“Vivian era misteriosa. Portava camicie da uomo, imprecava in francese, conosceva a memoria tutti i racconti di O. Henry,camminava come un uccello. E così, come un trampoliere dalle lunghe gambe, ha attraversato il suo tempo fotografandolo.” Un diario. Il diario di Vivian Maier. Scritto non con la penna ma con la macchina fotografica, la sua inseparabile Rolleiflex. Sempre al collo, sempre sul cuore. Occhio speciale per ritrarre i bambini dei quali come tata si prendeva cura; le persone comuni incontrate per strada; i quartieri delle città a lei più care, New York e Chicago; i luoghi lontani meta dei suoi numerosi viaggi. E dietro ogni scatto -centocinquantamila negativi, e migliaia di pellicole non sviluppate- l’interesse per l’altro, gli altri.
C'era una volta... Per caso ho letto che oggi ricorre l'anniversario della nascita della fotografa Vivian Maier (New York, 1 febbraio 1926 – Chicago, 21 aprile 2009). Ho ripreso dunque in mano questo albo per bambini che avevo letto qualche anno fa e in cui si "srotolano" le fasi della sua produzione, come in una pellicola; anche i lettori più piccoli hanno così la possibilità di fare la conoscenza di Vivian Maier, attraverso una storia originale raccontata in prima persona dalla sua macchina fotografica e dai disegni resi ancora più semplici e comunicativi per il bianco e nero (testo e immagini della brava Cinzia Ghigliano). D'altra parte V. M. ha spesso rivolto, con particolare attenzione, l'obiettivo della piccola Rolleiflex a pozzetto, la sua più fedele amica al mondo infantile. Baby sitter sui generis, misteriosa ed eccentrica, dalla psicologia per certi aspetti inquietante (dicono fosse di poche parole, lunatica, scostante. Ma le persone per lei erano tutto. Ogni persona una storia), "Lei" ha segnato la storia della fotografia e della fotografia al femminile. Una storia attraente e una fotografa molto prolifica, che vale la pena di incontrare, a tutte le età.

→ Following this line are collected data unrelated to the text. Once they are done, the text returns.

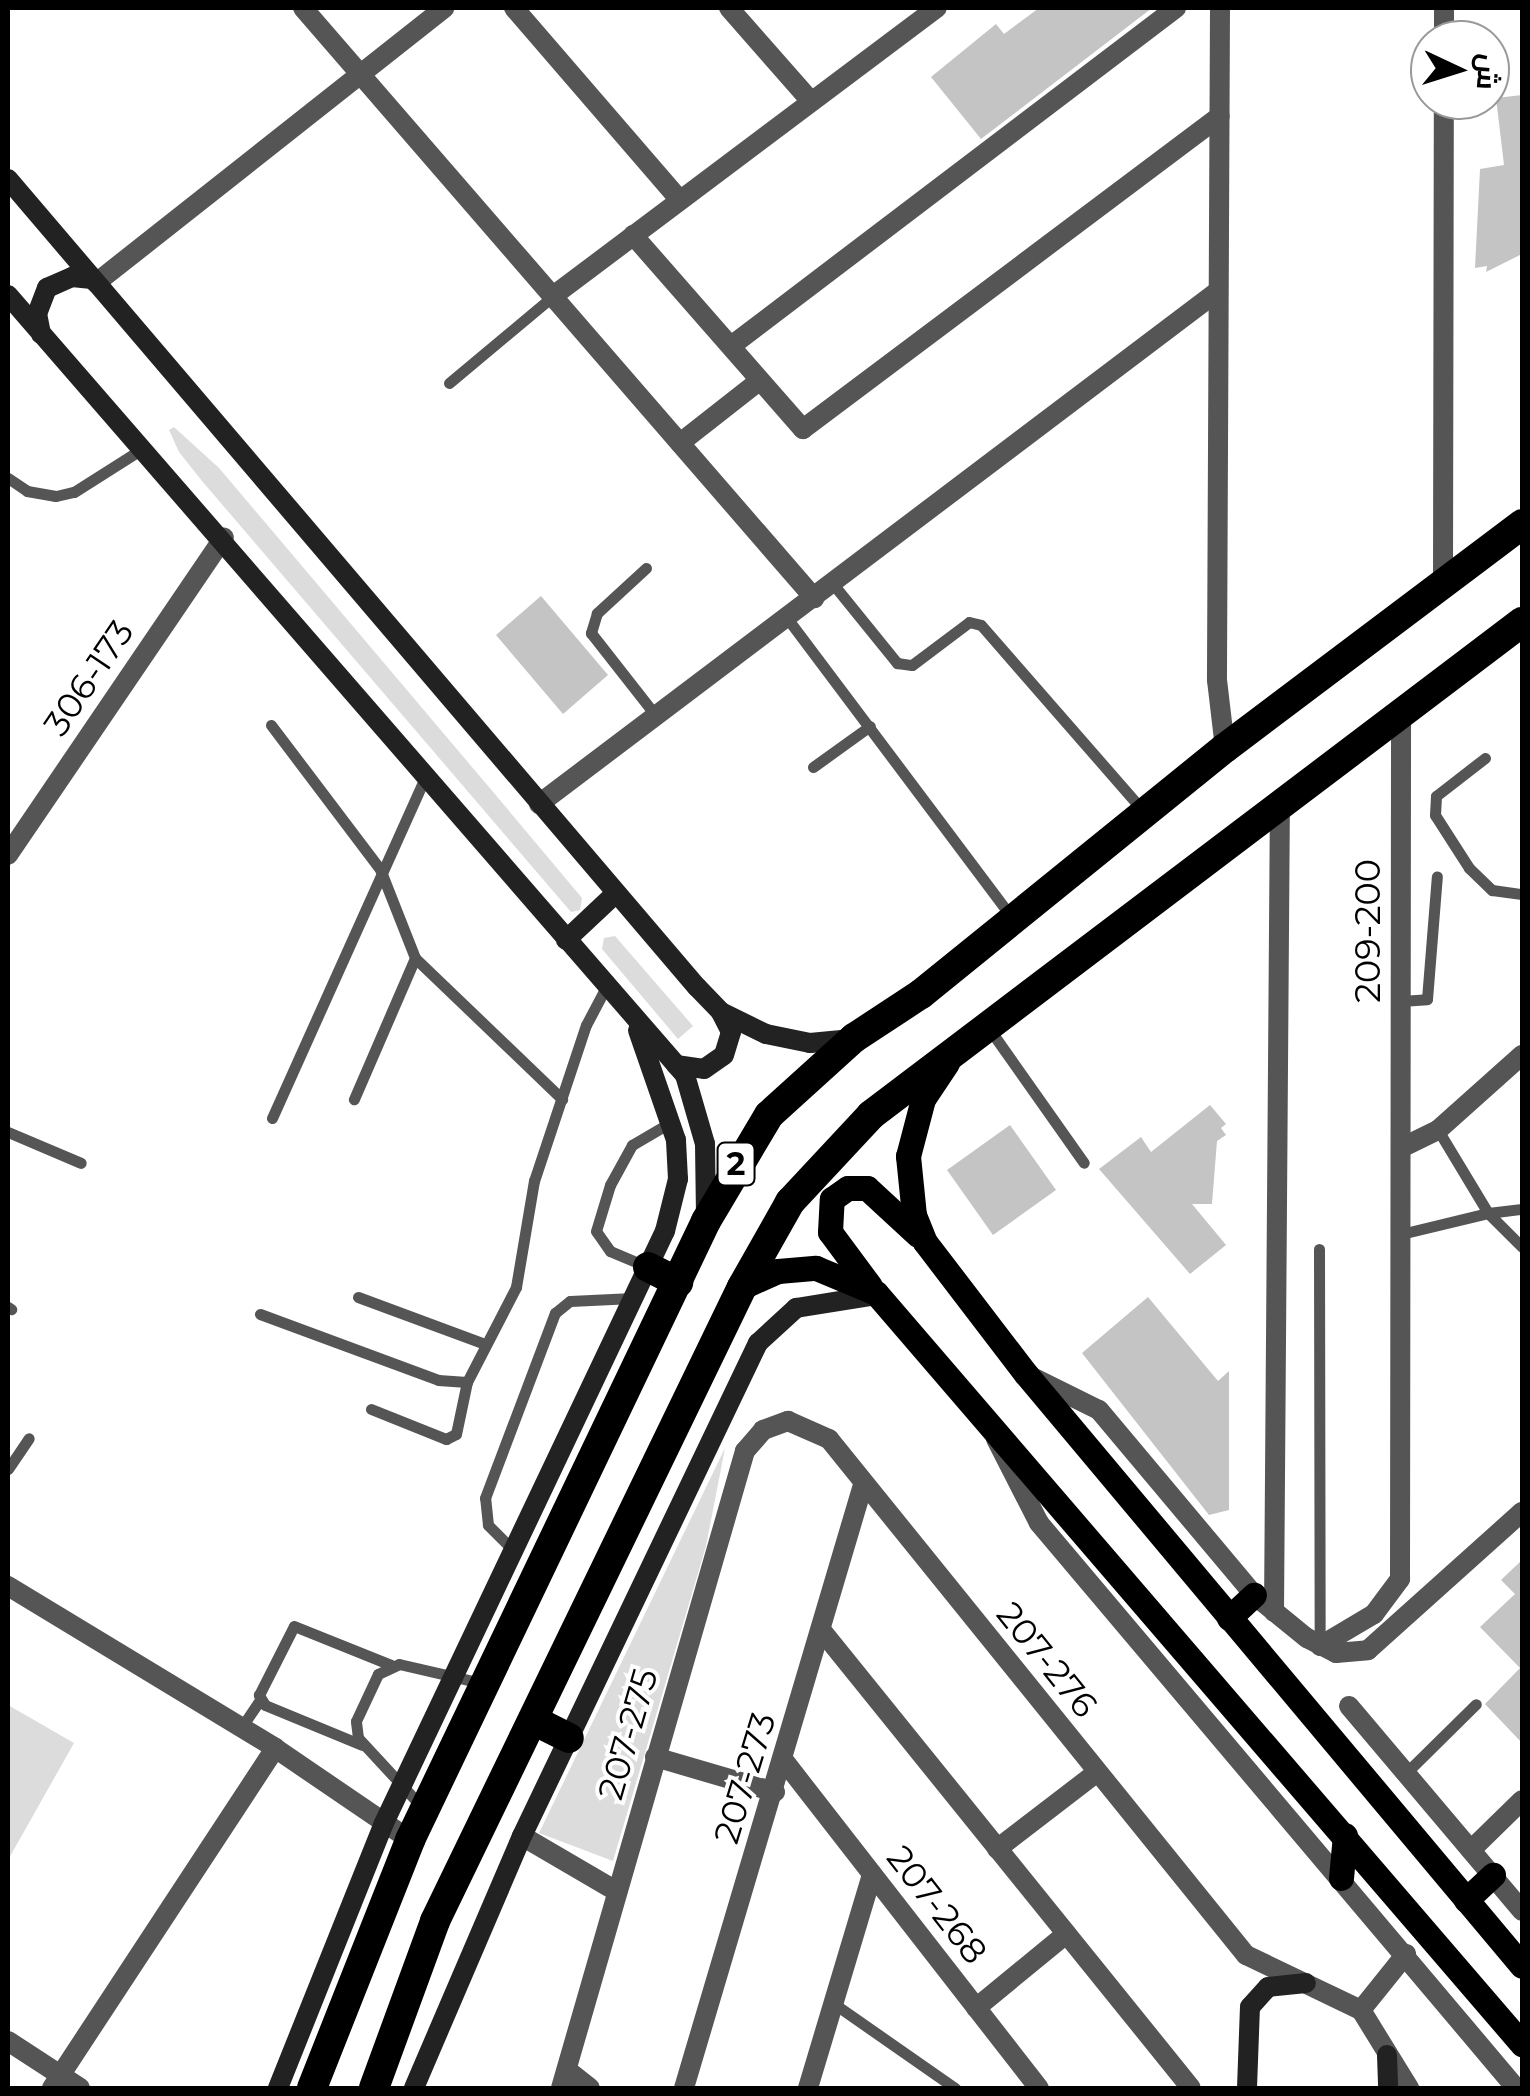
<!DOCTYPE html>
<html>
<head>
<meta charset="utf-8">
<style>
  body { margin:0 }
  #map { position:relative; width:1530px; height:2096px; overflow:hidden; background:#fff; font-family:Montserrat,Cairo,sans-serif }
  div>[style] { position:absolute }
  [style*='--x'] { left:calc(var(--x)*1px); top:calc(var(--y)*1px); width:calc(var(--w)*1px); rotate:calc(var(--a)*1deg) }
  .green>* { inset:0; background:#dcdcdc }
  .building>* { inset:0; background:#c4c4c4 }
  .lane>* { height:11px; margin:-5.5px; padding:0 5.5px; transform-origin:5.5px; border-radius:5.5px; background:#555 }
  .street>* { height:20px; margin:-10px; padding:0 10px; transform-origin:10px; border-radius:10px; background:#555 }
  .secondary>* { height:20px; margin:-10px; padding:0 10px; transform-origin:10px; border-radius:10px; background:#222 }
  .primary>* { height:25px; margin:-12.5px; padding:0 12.5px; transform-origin:12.5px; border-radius:12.5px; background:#000 }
  .highway>* { height:30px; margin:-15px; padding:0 15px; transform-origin:15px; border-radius:15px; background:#000 }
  span { translate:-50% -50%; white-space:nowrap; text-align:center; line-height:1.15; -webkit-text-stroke:8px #fff; paint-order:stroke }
  .shield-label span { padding:2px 8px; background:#fff; border:2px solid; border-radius:8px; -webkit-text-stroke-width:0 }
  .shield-label { font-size:32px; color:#000; font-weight:700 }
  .street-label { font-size:35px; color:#000 }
  .frame { position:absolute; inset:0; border:10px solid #000; pointer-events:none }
  .north { position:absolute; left:1410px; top:20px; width:100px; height:100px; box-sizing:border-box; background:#fff; border:2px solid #999; border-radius:50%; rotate:94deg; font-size:28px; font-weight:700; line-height:40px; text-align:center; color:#000 }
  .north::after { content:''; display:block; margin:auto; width:35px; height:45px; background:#000; clip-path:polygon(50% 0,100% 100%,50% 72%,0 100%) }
</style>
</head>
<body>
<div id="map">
  <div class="green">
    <div style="clip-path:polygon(174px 427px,219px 468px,494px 793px,582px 898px,580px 910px,571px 912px,202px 481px,179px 452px,169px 430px)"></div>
    <div style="clip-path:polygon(615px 936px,693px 1026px,678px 1039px,602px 949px,604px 938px)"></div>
    <div style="clip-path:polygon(725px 1448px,706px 1546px,613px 1861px,539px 1833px)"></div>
    <div style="clip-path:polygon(8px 1705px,74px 1743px,8px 1860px)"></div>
  </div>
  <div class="building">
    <div style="clip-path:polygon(1039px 8px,1152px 8px,981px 139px,931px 77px,996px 24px,1004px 34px)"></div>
    <div style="clip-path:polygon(1522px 95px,1522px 254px,1486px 272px,1487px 266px,1475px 268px,1480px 169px,1504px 165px,1496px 98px)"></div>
    <div style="clip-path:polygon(541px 596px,608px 675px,563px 714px,496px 635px)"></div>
    <div style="clip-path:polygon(1210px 1105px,1226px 1124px,1221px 1128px,1226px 1135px,1217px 1141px,1212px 1204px,1192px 1204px,1226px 1245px,1190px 1274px,1099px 1169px,1141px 1137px,1151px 1152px)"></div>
    <div style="clip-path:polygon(1010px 1125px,1056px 1190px,993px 1235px,947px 1170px)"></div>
    <div style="clip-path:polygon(1148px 1297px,1218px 1381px,1229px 1371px,1229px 1510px,1209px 1515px,1082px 1353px)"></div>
    <div style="clip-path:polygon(1522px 1560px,1522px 1743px,1485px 1704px,1520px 1668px,1480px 1627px,1515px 1594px,1501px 1580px)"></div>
  </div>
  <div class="lane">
    <div style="--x:449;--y:383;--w:136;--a:-39.9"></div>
    <div style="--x:8;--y:478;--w:23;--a:34"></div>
    <div style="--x:27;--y:491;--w:29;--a:10"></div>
    <div style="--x:56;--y:496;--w:18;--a:-13"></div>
    <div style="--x:74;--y:492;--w:84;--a:-32.4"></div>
    <div style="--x:646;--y:568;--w:67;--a:137.4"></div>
    <div style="--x:597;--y:613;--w:21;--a:107"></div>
    <div style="--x:591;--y:633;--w:105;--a:51.9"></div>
    <div style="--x:833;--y:584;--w:102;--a:51"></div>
    <div style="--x:897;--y:663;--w:15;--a:8"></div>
    <div style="--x:912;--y:665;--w:71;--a:-37"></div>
    <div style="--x:969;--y:622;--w:12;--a:14"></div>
    <div style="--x:981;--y:625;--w:249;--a:48.9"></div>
    <div style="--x:787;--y:618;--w:376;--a:53.1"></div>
    <div style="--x:271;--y:725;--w:181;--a:52.9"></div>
    <div style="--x:380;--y:869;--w:96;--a:68.5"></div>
    <div style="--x:415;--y:958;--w:154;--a:113.4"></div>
    <div style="--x:1485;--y:758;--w:62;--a:142.2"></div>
    <div style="--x:1436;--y:796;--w:19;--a:93"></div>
    <div style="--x:1435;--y:815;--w:63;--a:57.3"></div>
    <div style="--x:1469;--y:868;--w:32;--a:44"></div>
    <div style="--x:1492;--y:890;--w:30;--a:8"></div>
    <div style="--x:813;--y:767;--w:70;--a:-35.7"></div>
    <div style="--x:415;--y:958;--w:204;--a:43.8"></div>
    <div style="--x:1401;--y:1001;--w:26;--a:-4"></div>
    <div style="--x:1427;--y:999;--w:123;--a:-85.4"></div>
    <div style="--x:988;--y:1027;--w:166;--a:54.8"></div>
    <div style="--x:272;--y:1118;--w:375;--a:-65.8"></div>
    <div style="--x:1438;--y:1130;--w:97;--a:58.9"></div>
    <div style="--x:1488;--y:1213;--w:34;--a:-7"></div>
    <div style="--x:8;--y:1132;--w:79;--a:23"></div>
    <div style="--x:1401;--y:1234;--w:89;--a:-13.6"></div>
    <div style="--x:1488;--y:1213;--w:48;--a:45"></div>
    <div style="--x:1319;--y:1249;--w:396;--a:89.9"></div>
    <div style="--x:648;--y:1267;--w:41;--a:-157.2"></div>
    <div style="--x:610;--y:1251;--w:24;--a:-125"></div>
    <div style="--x:596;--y:1231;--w:48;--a:-73.1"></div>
    <div style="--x:610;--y:1185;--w:46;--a:-61.2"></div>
    <div style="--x:632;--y:1145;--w:45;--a:-30.5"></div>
    <div style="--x:358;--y:1297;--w:135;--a:20.3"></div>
    <div style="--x:8;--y:1307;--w:4;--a:34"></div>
    <div style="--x:260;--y:1314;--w:190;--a:20.3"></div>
    <div style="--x:438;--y:1380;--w:29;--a:4"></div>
    <div style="--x:467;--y:1382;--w:107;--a:-62.7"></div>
    <div style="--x:516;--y:1287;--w:108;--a:-80.4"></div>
    <div style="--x:534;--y:1181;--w:164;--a:-71.6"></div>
    <div style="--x:586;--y:1025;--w:43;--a:-62.2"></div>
    <div style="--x:371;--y:1409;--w:81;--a:21.8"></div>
    <div style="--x:446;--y:1439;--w:11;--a:-27"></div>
    <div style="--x:456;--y:1434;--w:53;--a:-78.1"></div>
    <div style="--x:8;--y:1469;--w:37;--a:-56"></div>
    <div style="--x:514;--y:1551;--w:37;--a:-135"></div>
    <div style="--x:488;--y:1525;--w:27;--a:-96"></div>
    <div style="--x:485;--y:1498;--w:198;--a:-69.3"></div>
    <div style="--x:555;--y:1313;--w:19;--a:-39"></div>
    <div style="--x:570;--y:1301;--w:63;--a:-2.7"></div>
    <div style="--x:241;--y:1728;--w:34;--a:-56"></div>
    <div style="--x:362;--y:1745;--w:105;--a:-157.6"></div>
    <div style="--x:265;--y:1705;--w:12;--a:-121"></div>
    <div style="--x:259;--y:1695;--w:77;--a:-63.1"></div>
    <div style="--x:294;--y:1626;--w:105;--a:21.9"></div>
    <div style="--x:1406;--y:1773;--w:98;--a:-44.6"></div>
    <div style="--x:422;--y:1807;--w:94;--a:-132.8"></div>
    <div style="--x:358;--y:1738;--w:17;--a:-97"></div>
    <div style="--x:356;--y:1721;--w:52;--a:-64.9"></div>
    <div style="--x:378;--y:1674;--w:23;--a:-25"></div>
    <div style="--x:399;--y:1664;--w:84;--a:13"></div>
    <div style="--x:833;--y:2003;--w:149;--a:34.9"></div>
  </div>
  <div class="street">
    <div style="--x:303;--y:8;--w:781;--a:49.1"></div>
    <div style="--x:514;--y:8;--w:254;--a:49.2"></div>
    <div style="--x:729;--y:8;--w:121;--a:48.7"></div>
    <div style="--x:1220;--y:8;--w:672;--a:90.26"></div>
    <div style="--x:1217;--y:680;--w:68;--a:83.3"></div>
    <div style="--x:1444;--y:40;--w:32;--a:-90"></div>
    <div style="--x:633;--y:235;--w:258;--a:48.8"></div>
    <div style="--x:803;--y:429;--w:521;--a:-36.89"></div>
    <div style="--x:96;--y:283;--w:444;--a:-38.3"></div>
    <div style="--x:553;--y:296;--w:480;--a:-36.9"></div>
    <div style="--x:731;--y:346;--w:559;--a:-37.22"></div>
    <div style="--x:680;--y:443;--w:100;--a:-38.1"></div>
    <div style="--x:1443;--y:580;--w:480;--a:-89.9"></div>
    <div style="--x:539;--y:804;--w:851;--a:-37.07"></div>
    <div style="--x:8;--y:855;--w:384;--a:-55.8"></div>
    <div style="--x:1401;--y:1148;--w:41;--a:-25.9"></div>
    <div style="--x:1438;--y:1130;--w:113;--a:-41.8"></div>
    <div style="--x:1026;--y:1374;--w:81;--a:26.3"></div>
    <div style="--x:1099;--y:1410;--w:241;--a:50"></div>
    <div style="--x:1254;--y:1595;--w:68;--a:39.1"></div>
    <div style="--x:1307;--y:1638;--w:33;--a:27"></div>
    <div style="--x:1336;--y:1653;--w:32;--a:-5"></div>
    <div style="--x:1368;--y:1650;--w:207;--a:-41.9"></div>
    <div style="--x:996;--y:1439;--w:94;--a:62.9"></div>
    <div style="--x:1039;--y:1523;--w:739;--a:49.83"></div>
    <div style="--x:8;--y:1586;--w:312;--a:31.2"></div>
    <div style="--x:275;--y:1748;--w:163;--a:34.3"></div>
    <div style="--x:1274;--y:1612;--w:810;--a:-89.58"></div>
    <div style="--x:822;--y:1631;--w:587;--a:51.08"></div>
    <div style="--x:1320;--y:1646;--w:63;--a:-30.7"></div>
    <div style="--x:1374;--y:1614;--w:44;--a:-53.4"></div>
    <div style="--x:1400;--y:1579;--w:864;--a:-89.93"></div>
    <div style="--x:1349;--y:1706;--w:268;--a:49.8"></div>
    <div style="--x:655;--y:1757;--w:125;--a:16.3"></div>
    <div style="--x:785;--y:1762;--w:413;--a:52.1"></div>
    <div style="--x:522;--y:1836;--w:109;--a:30.3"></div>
    <div style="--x:997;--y:1849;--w:125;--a:-37.5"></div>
    <div style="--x:1471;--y:1850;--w:71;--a:-44.4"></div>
    <div style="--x:976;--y:2008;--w:117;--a:-39.4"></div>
    <div style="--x:1361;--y:2010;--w:72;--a:-51.2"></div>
    <div style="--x:8;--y:2041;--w:86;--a:33.1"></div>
    <div style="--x:567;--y:2070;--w:29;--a:38"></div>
    <div style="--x:52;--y:2088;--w:407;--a:-56.7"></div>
    <div style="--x:561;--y:2088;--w:663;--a:-73.89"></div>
    <div style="--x:745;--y:1451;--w:28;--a:-49"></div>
    <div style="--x:763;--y:1430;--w:27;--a:-20"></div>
    <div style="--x:788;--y:1421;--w:45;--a:23.7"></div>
    <div style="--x:829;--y:1439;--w:663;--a:51.06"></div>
    <div style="--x:1246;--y:1955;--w:127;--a:25.6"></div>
    <div style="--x:1361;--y:2010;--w:92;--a:58.4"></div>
    <div style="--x:684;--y:2088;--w:629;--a:-73.47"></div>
    <div style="--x:808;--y:2088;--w:223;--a:-73.3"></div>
  </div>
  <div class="secondary">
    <div style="--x:8;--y:179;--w:1062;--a:49.55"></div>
    <div style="--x:697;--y:987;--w:35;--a:46"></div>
    <div style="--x:721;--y:1012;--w:50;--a:26.1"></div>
    <div style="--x:766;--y:1034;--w:45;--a:11.6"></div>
    <div style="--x:810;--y:1043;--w:42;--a:-5.4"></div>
    <div style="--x:8;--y:295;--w:1033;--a:49.04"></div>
    <div style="--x:685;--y:1075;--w:72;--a:73.8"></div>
    <div style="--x:705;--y:1144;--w:72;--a:89.2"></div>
    <div style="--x:41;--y:334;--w:20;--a:-101"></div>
    <div style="--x:37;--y:314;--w:28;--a:-69"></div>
    <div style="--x:47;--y:288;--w:27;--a:-24"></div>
    <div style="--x:72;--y:277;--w:20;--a:6"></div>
    <div style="--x:566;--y:940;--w:67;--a:-43.2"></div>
    <div style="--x:676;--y:1065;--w:28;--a:8"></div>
    <div style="--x:704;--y:1069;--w:24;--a:-35"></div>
    <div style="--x:724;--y:1055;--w:24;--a:-73"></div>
    <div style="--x:731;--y:1032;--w:22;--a:-117"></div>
    <div style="--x:1387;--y:2055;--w:33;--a:88"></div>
    <div style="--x:278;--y:2088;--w:285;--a:-68.2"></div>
    <div style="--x:384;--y:1823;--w:655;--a:-64.61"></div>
    <div style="--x:665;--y:1231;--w:54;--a:-76"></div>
    <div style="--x:678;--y:1179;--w:39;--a:-93"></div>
    <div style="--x:676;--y:1140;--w:116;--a:-109.1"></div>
    <div style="--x:414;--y:2088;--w:274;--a:-66.8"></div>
    <div style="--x:522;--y:1836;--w:547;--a:-64.42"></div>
    <div style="--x:758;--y:1343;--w:52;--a:-42.6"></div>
    <div style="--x:796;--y:1308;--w:81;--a:-9.2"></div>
    <div style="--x:1247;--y:2088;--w:81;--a:-87.9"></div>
    <div style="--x:1250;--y:2007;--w:27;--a:-48"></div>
    <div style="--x:1268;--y:1987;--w:38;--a:-6"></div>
  </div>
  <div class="primary">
    <div style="--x:947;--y:1063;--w:43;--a:123.7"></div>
    <div style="--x:923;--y:1099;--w:59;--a:104.7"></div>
    <div style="--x:908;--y:1156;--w:59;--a:84.2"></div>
    <div style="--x:914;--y:1215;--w:29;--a:68"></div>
    <div style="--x:925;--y:1242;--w:166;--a:52.6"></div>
    <div style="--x:1026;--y:1374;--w:772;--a:50.04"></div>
    <div style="--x:870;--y:1286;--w:67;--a:-126.5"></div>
    <div style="--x:830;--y:1232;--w:33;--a:-87"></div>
    <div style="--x:832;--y:1199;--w:19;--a:-35"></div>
    <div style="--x:848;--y:1188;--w:19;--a:0"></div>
    <div style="--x:867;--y:1188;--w:69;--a:42.7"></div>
    <div style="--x:742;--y:1287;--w:39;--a:-24"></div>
    <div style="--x:778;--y:1271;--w:38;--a:-5"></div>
    <div style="--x:816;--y:1268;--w:65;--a:22.6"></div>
    <div style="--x:876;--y:1293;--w:991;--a:49.3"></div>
    <div style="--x:1229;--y:1618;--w:34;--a:-43"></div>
    <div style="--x:1341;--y:1878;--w:43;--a:-84.7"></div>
    <div style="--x:1466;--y:1900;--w:37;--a:-43"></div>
  </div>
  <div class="highway">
    <div style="--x:648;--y:1267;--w:34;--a:27"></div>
    <div style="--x:533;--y:1720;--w:40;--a:26.6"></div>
    <div style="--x:312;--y:2088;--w:267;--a:-68.4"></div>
    <div style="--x:410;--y:1840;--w:686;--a:-64.44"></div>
    <div style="--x:706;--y:1221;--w:123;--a:-59.3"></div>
    <div style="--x:769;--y:1115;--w:115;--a:-42.2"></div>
    <div style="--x:854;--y:1038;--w:80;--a:-33.3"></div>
    <div style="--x:921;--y:994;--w:391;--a:-39"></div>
    <div style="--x:1225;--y:748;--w:372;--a:-37"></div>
    <div style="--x:374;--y:2088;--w:178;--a:-69.9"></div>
    <div style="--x:435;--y:1921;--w:704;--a:-64.16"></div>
    <div style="--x:742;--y:1287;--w:98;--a:-60.5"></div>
    <div style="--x:790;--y:1202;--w:119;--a:-47"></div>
    <div style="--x:871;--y:1115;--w:817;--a:-37.14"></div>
  </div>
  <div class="shield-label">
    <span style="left:736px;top:1164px">2</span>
  </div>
  <div class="street-label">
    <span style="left:89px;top:678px;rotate:-56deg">306-173</span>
    <span style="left:1368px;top:931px;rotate:-90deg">209-200</span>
    <span style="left:1047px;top:1660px;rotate:51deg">207-276</span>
    <span style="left:628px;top:1734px;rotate:-74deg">207-275</span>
    <span style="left:745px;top:1778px;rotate:-73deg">207-273</span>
    <span style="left:937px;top:1905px;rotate:52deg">207-268</span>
  </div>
  <div class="frame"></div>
  <div class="north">ش</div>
</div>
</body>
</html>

... Una tata. Si chiamava Vivian. Vivian Maier.
Ai bambini voleva bene, ma io ero il suo unico grande amore. Eccomi qua. Io, la sua macchina fotografica. Vivian mi teneva sempre accanto al cuore.
Lettura ad alta voce qui (voce di Luca Sinelli) ____ Aggiungo anche, per chi fosse interessato a scoprire o approfondire questa enigmatica fotografa, il trailer del film-documentario "Alla ricerca di Vivian Maier", che consiglio vivamente di vedere in versione integrale.
Ho scoperto Vivian Maier grazie a una meravigliosa bibliotecaria. Questo libro mi ha subito attirata, perché unisce quest'artista meravigliosa alla mia nuova passione: le biografie dei grandi artisti a fumetti. Anche se questo, in effetti, è più un libro per bambini che per un fumetto; di quelli con pochissimo testo e grandi immagini. Cinzia Ghigliano fa parlare la macchina fotografica della Maier, raccontando così la sua vita, accompagnata da bellissimi disegni monocromo, come le foto in bianco e nero che riprendono. Conciso e affascinante.
🎞 Non avevo mai sentito parlare di Vivian Maier, ma dopo questo bellissimo albo mi è venuta subito voglia di andare a curiosare tra i suoi scatti, e non sono rimasta delusa! Ogni volta che un libro mi permette di scoprire la storia di un'altra formidabile donna, è un ottimo libro.
I disegni rendono meravigliosamente lo sguardo dell'artista, e sembra davvero di essere dentro la sua macchina fotografica 📸
Poche parole, ma tante immagini in pieno stile Maier. Non è una biografia della fotografa, bisogna conoscerla prima di affrontare questo piccolo (32 pagine) volume. Molto bello che il narratore di questa storia sia la sua affidabile macchina fotografica che ha catturato tanti bei momenti.